On sait la place de cette guerre et de l’Angola dans son œuvre – depuis ses premiers textes inspirés de son expérience, Fado Alexandrino, Le cul de Judas, puis Connaissance de l’enfer, La splendeur du Portugal à Bonsoir les choses d’ici-bas, Jusqu’à ce que les pierres deviennent plus douces que l’eau ou ses Lettres de la guerre – et pourtant ce nouveau roman n’est pas un récit de guerre, mais bien celui de l’abolition du monde colonial. Ainsi, les personnages de L’autre rive de la mer ne racontent pas directement les effrois des combats et de la répression, leurs causes, pas plus que le racisme effarant qui suinte de tous les discours, mais ils racontent, avec une tristesse et une lucidité terribles, ce qu’ils ont perdu avec la fin d’un monde, ce qu’ils ont pensé, senti, perçu à l’époque, mais aussi leurs vies d’avant, leurs souvenirs les plus intimes et l’existence d’après… Ils ne racontent pas un moment de l’Histoire mais comment l’Histoire tourne leurs vies, comment la violence fait basculer leurs sentiments, comment ils cherchent dans une sorte de désespoir effarant « une troisième rive de la mer qu’aucun de nous n’a atteinte ».
Trois personnages prennent tour à tour la parole – la fille d’un colon rapatriée à Lisbonne avec sa domestique Domingas ressasse la perte de sa vie d’avant, ses souvenirs de famille et le désarroi de vivre ailleurs, avec seulement des souvenirs, puis un petit fonctionnaire déchu qui vit avec une Noire albinos dans une sorte d’exil intérieur et se souvient de sa famille et de ce qui pousse les hommes à tout quitter, et enfin un colonel envoyé pour mater la rébellion qui remâche ses échecs, son mariage qui se disloque, ses obsessions sexuelles et ses peurs enfantines. Ces êtres désorientés, égarés d’un côté ou de l’autre d’une mer qui va « en avant et en arrière nous dérobant ce qu’elle s’empresse de nous rendre à ce que nous avons été » et qui semble infinie, ne racontent rien univoquement. Ils ne jugent pas l’événement historique, mais éprouvent ce que son poids change de leur vie, ce à quoi il les oblige à revenir.
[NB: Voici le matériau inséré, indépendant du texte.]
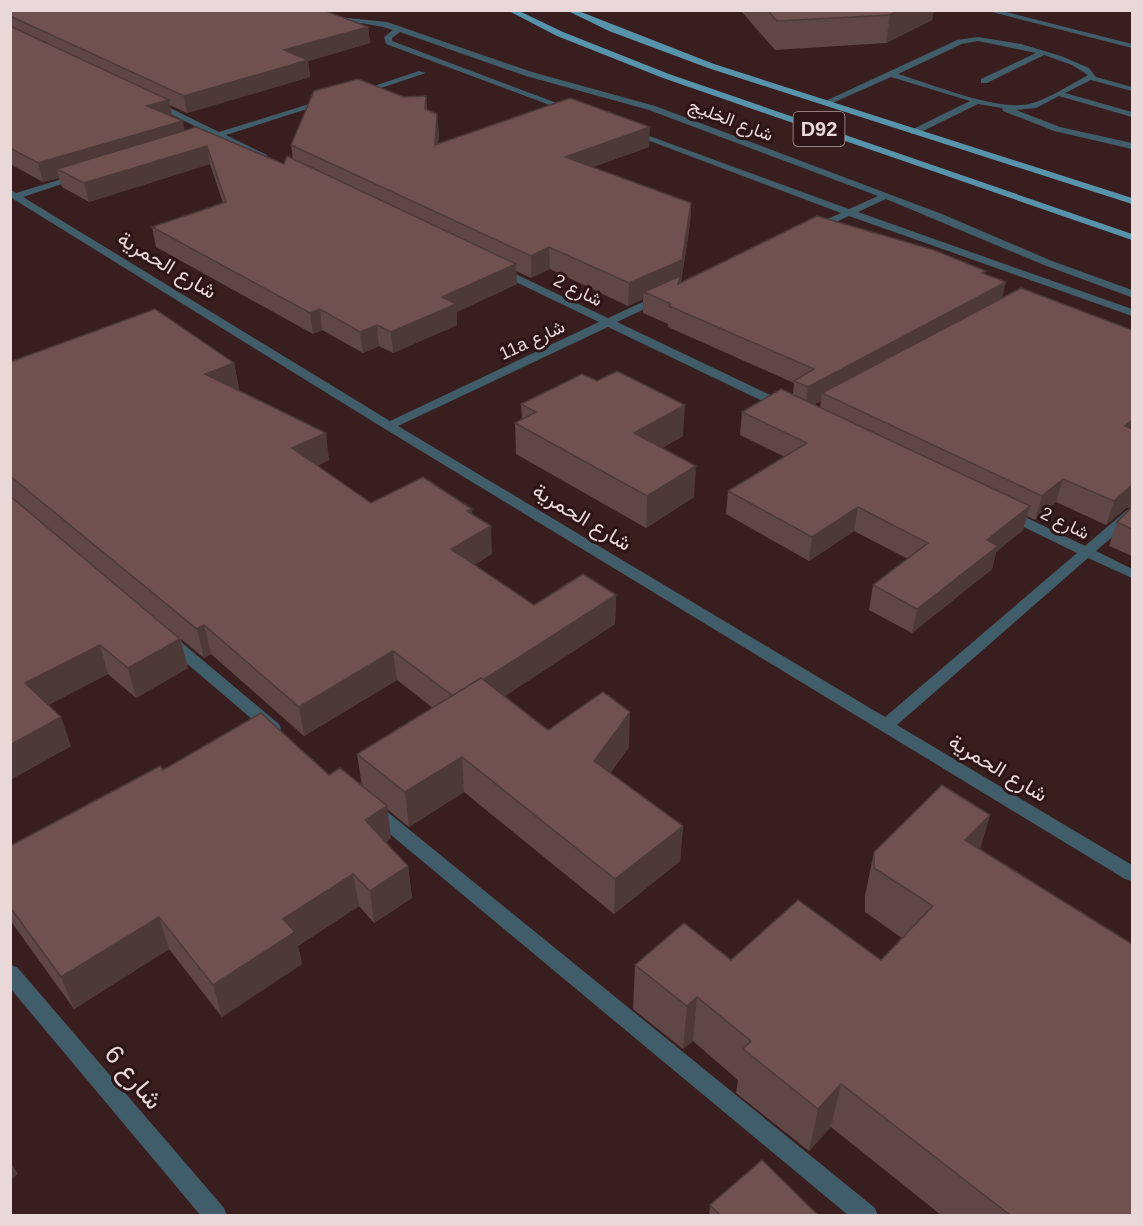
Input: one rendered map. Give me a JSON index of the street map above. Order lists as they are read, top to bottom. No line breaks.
{"streets":{"main road":["شارع الخليج","D92"],"street":["شارع الحمرية","شارع 2","11a شارع","شارع 6"]},"crossings":[["شارع الحمرية","11a شارع"],["شارع 2","11a شارع"]]}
Et en effet, le livre ne s’attache pas à l’Histoire – de peu d’intérêt pour le romancier – mais à la nature même de la fin d’un monde. Le livre raconte ainsi, au-delà d’une réalité historique, d’un jugement qu’on porterait sur elle, le désordre qu’elle provoque dans la psyché des êtres dont elle abolit le monde. Le texte gagne alors une autre dimension, une puissance de réflexion sur la perte, le déracinement, le racisme, les violences et les dominations, la nature, le poids du passé dans le présent, l’éternel retour à l’enfance, aux angoisses de la parentalité et aux violences de la famille, à la place de la sexualité, la violence des rapports entre les hommes et les femmes, la terreur d’une nuit intérieure dans laquelle on se débat et que l’on essaie désespérément de transmettre ou de partager.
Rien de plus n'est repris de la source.